## What is expected
When a line in the entries contains the word "ЖУКОВСКОГО", copy that line in full.

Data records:
[Start of section]

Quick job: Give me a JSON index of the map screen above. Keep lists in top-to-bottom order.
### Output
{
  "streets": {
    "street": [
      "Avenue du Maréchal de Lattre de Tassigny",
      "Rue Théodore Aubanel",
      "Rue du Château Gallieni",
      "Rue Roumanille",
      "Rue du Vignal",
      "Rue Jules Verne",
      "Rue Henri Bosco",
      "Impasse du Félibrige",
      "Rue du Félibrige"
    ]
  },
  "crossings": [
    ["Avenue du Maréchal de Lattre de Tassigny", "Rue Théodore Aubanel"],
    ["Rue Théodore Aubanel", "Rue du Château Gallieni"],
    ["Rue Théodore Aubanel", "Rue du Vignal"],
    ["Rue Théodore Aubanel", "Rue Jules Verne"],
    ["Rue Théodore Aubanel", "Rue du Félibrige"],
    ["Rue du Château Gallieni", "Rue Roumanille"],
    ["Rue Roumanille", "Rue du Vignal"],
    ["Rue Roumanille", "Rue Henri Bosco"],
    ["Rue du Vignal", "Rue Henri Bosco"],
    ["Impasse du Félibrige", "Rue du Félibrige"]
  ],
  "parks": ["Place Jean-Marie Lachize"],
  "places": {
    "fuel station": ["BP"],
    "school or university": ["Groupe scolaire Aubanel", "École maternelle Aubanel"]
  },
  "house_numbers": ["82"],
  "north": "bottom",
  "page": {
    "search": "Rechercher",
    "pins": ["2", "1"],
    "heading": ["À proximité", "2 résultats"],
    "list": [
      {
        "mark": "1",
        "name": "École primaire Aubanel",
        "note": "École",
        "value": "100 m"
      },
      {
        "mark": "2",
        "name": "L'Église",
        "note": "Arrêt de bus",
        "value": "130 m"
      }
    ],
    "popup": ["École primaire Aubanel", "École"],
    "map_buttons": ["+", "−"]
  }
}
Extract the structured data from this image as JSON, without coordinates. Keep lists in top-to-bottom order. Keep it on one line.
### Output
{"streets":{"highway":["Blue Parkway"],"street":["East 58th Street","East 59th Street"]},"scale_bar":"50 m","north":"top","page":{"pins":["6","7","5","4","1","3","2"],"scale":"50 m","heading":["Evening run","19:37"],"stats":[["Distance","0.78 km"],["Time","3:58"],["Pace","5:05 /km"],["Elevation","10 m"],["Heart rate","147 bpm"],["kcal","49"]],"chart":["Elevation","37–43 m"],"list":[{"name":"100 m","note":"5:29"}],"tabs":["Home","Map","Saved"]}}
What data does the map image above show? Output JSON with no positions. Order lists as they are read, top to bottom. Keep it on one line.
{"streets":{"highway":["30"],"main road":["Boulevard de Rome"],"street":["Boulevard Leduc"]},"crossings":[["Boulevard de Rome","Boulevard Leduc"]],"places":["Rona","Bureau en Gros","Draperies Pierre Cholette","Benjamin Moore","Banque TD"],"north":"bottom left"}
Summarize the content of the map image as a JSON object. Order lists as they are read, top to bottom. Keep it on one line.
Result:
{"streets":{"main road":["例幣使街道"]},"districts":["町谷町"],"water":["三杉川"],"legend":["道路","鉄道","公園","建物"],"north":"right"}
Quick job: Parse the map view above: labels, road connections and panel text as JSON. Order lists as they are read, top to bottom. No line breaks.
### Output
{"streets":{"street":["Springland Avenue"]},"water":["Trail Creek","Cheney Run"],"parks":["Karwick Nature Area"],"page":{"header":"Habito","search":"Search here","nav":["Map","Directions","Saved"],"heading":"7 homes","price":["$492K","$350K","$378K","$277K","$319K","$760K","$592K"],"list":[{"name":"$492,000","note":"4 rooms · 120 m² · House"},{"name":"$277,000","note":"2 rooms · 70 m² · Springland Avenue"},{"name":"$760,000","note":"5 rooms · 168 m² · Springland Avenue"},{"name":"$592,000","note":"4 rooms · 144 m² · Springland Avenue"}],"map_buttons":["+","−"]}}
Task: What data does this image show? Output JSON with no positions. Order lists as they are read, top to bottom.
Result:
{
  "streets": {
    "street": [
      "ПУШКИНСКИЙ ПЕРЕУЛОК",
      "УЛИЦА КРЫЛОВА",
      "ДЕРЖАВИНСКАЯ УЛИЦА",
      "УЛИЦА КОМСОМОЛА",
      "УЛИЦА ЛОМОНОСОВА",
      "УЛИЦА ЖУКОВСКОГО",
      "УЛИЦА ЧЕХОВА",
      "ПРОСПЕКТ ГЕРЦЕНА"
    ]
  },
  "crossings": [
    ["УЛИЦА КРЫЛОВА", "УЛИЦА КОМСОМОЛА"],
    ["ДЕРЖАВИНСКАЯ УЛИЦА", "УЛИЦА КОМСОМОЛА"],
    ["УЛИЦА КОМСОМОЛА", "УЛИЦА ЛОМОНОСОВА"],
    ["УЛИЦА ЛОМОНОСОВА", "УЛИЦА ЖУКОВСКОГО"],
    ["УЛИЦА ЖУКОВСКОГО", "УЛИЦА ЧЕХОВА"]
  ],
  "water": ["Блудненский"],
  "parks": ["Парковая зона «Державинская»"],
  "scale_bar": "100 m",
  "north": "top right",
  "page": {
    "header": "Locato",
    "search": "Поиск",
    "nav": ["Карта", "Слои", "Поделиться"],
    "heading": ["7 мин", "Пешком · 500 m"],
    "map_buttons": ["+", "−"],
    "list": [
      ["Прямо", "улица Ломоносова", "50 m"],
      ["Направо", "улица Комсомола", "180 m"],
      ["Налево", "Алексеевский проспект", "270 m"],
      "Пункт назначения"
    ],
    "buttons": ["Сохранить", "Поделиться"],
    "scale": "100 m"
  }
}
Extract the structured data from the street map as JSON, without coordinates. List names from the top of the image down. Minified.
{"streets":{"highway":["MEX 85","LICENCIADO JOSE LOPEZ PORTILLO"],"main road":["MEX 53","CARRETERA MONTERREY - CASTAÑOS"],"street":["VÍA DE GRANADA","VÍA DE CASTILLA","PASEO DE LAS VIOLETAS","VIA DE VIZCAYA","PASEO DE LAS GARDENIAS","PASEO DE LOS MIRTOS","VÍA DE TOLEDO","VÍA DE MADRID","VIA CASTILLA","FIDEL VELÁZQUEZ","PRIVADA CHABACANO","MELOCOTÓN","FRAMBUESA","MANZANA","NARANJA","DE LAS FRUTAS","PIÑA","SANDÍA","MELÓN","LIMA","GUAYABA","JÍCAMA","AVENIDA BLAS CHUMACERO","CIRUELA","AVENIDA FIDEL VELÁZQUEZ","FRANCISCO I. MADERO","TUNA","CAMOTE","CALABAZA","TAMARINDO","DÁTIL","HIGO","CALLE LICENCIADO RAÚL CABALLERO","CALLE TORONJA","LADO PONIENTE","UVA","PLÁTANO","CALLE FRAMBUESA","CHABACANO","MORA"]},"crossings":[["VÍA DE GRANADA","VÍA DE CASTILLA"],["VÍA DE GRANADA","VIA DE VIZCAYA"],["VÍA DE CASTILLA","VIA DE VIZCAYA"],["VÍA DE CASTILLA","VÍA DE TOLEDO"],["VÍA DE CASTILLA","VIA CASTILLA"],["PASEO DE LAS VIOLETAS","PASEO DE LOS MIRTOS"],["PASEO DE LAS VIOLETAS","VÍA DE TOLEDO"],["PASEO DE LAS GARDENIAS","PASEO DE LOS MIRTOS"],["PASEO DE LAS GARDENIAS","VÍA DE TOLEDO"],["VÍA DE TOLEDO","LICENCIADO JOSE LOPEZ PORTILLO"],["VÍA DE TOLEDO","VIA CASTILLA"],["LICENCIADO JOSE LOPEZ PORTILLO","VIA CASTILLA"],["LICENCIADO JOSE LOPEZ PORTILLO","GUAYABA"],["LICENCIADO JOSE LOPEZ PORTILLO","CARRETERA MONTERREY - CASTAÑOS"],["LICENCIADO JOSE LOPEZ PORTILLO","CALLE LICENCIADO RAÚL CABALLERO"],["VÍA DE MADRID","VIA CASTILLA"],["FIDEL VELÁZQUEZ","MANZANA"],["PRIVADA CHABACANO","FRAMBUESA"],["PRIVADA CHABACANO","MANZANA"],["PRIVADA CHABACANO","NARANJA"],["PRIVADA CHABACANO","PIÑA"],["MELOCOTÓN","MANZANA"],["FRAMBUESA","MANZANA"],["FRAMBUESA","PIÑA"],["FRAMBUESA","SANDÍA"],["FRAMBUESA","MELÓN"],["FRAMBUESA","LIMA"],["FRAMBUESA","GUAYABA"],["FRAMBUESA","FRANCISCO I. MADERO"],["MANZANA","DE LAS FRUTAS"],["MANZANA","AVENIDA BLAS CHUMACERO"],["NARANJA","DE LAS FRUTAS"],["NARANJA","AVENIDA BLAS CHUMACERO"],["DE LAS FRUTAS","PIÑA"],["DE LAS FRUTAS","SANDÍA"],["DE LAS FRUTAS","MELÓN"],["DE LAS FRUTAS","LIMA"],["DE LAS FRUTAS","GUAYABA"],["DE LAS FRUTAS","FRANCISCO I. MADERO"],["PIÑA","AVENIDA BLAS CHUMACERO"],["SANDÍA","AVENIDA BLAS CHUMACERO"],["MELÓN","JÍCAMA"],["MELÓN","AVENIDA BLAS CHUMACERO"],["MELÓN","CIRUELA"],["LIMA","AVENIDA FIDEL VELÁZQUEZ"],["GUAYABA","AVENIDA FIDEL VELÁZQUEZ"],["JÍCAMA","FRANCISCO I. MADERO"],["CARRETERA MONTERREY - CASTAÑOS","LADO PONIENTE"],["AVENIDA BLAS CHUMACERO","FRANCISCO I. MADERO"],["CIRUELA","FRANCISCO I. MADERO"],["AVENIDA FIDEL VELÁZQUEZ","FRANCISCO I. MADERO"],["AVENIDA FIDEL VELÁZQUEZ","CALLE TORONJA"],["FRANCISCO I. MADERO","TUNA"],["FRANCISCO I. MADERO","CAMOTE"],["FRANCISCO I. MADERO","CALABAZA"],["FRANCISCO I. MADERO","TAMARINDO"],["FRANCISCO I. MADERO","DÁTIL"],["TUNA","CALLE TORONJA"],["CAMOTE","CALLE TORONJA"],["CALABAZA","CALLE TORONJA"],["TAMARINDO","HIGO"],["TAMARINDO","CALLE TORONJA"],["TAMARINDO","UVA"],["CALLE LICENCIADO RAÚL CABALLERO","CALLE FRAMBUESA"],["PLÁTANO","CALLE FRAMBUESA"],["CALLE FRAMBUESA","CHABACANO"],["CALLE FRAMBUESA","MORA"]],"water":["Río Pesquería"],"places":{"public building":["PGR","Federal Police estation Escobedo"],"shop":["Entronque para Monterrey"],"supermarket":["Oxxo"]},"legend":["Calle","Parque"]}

[End of section]

## Your response
      "УЛИЦА ЖУКОВСКОГО",
    ["УЛИЦА ЛОМОНОСОВА", "УЛИЦА ЖУКОВСКОГО"],
    ["УЛИЦА ЖУКОВСКОГО", "УЛИЦА ЧЕХОВА"]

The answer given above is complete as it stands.